__EXERCISE GOAL__
Your answer must consist of every line from the data below that includes the word "translate".

(Saved data entries)
+++++

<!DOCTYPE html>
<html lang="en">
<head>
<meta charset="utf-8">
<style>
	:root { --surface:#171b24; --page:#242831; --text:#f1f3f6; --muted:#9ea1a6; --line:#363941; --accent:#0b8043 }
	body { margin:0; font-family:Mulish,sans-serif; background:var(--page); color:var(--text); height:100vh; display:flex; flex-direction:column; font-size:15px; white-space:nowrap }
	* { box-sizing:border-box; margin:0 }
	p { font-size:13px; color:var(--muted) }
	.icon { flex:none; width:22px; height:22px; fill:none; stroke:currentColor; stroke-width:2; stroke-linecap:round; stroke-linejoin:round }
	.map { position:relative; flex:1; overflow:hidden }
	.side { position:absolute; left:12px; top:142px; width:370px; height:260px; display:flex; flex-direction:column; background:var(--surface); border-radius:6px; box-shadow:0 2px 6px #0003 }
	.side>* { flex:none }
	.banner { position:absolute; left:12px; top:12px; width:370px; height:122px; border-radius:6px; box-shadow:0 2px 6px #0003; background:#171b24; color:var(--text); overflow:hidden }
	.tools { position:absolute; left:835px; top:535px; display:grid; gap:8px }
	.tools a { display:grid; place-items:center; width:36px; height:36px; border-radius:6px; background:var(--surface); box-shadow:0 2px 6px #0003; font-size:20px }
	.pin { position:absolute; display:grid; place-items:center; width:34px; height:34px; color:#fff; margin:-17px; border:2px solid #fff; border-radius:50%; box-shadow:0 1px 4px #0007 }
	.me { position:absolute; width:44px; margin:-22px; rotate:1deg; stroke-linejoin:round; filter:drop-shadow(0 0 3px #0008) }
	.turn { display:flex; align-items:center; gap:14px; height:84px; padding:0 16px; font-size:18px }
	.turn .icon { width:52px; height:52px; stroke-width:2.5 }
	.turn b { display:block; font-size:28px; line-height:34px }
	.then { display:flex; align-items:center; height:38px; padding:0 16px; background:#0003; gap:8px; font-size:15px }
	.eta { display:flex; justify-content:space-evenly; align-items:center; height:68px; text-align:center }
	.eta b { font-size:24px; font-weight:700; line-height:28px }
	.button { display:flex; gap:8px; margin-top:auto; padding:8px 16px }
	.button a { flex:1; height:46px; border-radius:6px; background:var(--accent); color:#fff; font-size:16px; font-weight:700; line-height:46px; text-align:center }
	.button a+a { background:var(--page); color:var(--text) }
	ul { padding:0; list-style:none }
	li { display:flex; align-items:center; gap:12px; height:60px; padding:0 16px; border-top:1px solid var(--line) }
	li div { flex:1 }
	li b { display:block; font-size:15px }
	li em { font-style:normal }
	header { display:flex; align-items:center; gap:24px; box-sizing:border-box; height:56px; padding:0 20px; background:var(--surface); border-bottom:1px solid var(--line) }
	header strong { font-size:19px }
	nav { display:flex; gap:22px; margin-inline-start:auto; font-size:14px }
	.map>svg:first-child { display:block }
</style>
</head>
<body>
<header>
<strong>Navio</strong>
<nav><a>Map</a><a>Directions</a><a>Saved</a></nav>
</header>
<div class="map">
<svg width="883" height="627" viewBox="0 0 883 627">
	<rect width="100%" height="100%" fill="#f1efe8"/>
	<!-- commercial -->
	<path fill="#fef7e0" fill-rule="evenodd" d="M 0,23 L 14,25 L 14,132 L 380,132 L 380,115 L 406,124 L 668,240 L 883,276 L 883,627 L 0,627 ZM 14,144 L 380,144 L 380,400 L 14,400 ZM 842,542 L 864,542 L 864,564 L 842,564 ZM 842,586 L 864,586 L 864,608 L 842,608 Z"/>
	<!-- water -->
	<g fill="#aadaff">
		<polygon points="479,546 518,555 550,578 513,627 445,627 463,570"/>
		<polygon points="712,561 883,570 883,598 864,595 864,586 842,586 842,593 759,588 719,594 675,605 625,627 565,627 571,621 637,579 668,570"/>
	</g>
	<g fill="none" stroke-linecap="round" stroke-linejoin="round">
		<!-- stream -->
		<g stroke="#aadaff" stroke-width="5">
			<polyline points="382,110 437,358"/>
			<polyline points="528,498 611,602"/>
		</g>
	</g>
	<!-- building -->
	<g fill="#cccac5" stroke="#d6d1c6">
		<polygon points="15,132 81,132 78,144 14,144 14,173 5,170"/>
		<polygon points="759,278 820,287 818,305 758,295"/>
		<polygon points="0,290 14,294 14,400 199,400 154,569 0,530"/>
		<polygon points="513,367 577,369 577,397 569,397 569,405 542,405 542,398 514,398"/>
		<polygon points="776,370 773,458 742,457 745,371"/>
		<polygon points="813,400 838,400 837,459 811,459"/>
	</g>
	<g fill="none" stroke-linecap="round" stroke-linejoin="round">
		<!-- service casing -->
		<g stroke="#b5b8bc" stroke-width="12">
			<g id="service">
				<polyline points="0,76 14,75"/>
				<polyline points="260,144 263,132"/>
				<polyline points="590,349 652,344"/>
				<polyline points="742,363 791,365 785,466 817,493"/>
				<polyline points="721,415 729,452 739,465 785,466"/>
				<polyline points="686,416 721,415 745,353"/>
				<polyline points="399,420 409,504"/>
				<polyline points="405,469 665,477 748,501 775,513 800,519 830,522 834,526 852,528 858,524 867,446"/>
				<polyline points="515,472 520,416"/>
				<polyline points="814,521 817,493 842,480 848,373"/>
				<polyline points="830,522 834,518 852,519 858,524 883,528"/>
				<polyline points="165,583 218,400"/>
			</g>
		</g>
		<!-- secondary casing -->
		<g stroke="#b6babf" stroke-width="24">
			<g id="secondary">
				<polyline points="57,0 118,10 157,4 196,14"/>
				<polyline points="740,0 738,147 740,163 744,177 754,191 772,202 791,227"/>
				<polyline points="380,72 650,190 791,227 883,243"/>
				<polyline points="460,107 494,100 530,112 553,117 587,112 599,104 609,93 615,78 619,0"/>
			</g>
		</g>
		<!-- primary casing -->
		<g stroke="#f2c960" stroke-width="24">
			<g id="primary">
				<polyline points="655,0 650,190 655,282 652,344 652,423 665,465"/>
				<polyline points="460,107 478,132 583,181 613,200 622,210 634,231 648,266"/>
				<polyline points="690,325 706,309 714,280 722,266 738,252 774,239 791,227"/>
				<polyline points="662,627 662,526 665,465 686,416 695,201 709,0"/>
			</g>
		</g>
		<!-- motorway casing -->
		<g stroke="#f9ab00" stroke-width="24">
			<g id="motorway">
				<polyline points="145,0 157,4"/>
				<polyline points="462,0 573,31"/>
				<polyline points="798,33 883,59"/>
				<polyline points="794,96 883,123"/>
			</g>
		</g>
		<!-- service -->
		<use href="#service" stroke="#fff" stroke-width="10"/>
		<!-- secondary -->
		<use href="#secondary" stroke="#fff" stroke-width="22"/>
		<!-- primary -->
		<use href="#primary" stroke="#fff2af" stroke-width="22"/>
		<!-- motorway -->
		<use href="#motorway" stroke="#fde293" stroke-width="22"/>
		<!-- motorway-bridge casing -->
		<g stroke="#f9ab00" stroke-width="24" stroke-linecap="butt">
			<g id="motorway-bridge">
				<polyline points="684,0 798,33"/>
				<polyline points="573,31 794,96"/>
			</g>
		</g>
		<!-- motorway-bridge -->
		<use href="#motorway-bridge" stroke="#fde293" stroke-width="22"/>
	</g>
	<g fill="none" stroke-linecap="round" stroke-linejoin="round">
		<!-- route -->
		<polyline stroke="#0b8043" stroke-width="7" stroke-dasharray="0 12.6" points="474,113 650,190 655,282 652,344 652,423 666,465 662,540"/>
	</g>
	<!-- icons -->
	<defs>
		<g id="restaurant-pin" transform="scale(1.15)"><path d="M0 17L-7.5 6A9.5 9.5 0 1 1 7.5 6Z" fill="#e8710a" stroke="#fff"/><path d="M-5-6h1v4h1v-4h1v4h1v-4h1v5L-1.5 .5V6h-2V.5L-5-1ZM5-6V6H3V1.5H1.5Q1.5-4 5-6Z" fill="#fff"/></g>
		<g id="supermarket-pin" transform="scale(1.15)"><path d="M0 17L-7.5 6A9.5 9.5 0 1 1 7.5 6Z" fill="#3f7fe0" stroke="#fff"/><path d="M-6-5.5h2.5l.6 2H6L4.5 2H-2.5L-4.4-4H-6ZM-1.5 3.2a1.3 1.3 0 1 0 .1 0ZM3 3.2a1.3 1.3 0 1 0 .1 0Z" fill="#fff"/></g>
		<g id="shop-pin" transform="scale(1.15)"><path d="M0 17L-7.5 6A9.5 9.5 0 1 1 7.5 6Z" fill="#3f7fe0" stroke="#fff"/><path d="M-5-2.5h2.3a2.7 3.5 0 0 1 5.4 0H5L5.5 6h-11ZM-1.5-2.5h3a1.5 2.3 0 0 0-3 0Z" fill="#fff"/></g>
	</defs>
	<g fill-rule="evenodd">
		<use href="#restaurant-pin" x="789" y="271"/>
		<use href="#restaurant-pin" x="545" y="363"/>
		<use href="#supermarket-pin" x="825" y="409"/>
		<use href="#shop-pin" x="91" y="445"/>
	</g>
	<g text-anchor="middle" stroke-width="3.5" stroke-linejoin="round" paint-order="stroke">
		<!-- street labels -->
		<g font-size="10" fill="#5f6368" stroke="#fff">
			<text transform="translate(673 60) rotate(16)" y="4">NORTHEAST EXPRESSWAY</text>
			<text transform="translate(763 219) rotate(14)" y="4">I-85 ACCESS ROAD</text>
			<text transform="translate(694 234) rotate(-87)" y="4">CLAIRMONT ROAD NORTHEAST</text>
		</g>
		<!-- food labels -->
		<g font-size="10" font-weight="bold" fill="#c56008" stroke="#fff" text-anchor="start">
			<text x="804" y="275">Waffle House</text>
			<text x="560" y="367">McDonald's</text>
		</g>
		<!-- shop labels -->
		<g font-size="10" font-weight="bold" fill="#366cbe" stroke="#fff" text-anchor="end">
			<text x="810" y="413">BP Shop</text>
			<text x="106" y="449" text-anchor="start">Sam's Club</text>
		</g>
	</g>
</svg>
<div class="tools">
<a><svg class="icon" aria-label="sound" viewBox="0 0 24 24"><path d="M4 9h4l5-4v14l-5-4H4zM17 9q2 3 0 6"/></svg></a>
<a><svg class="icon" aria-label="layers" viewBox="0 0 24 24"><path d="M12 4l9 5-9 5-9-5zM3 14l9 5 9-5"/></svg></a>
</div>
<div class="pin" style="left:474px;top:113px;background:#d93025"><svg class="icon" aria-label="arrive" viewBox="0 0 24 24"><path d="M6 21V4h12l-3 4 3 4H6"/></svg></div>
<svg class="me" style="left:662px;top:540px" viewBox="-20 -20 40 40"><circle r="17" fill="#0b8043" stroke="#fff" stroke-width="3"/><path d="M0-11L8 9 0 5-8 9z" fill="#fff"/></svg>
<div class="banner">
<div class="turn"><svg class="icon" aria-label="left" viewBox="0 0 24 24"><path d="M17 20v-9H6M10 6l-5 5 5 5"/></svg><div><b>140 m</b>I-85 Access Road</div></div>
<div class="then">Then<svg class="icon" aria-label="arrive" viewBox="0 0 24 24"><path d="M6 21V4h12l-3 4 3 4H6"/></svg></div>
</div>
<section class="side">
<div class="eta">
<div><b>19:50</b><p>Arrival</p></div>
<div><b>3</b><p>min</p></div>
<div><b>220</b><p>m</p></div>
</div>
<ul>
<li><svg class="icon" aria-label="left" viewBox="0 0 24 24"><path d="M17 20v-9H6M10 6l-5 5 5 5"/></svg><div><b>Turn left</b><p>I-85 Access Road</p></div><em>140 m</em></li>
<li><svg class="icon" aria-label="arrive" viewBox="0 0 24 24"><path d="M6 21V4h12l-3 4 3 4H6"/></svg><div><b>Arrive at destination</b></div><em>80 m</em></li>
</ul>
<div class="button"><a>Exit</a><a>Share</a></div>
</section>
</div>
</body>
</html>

+++++

__RESPONSE TO THE EXERCISE__
			<text transform="translate(673 60) rotate(16)" y="4">NORTHEAST EXPRESSWAY</text>
			<text transform="translate(763 219) rotate(14)" y="4">I-85 ACCESS ROAD</text>
			<text transform="translate(694 234) rotate(-87)" y="4">CLAIRMONT ROAD NORTHEAST</text>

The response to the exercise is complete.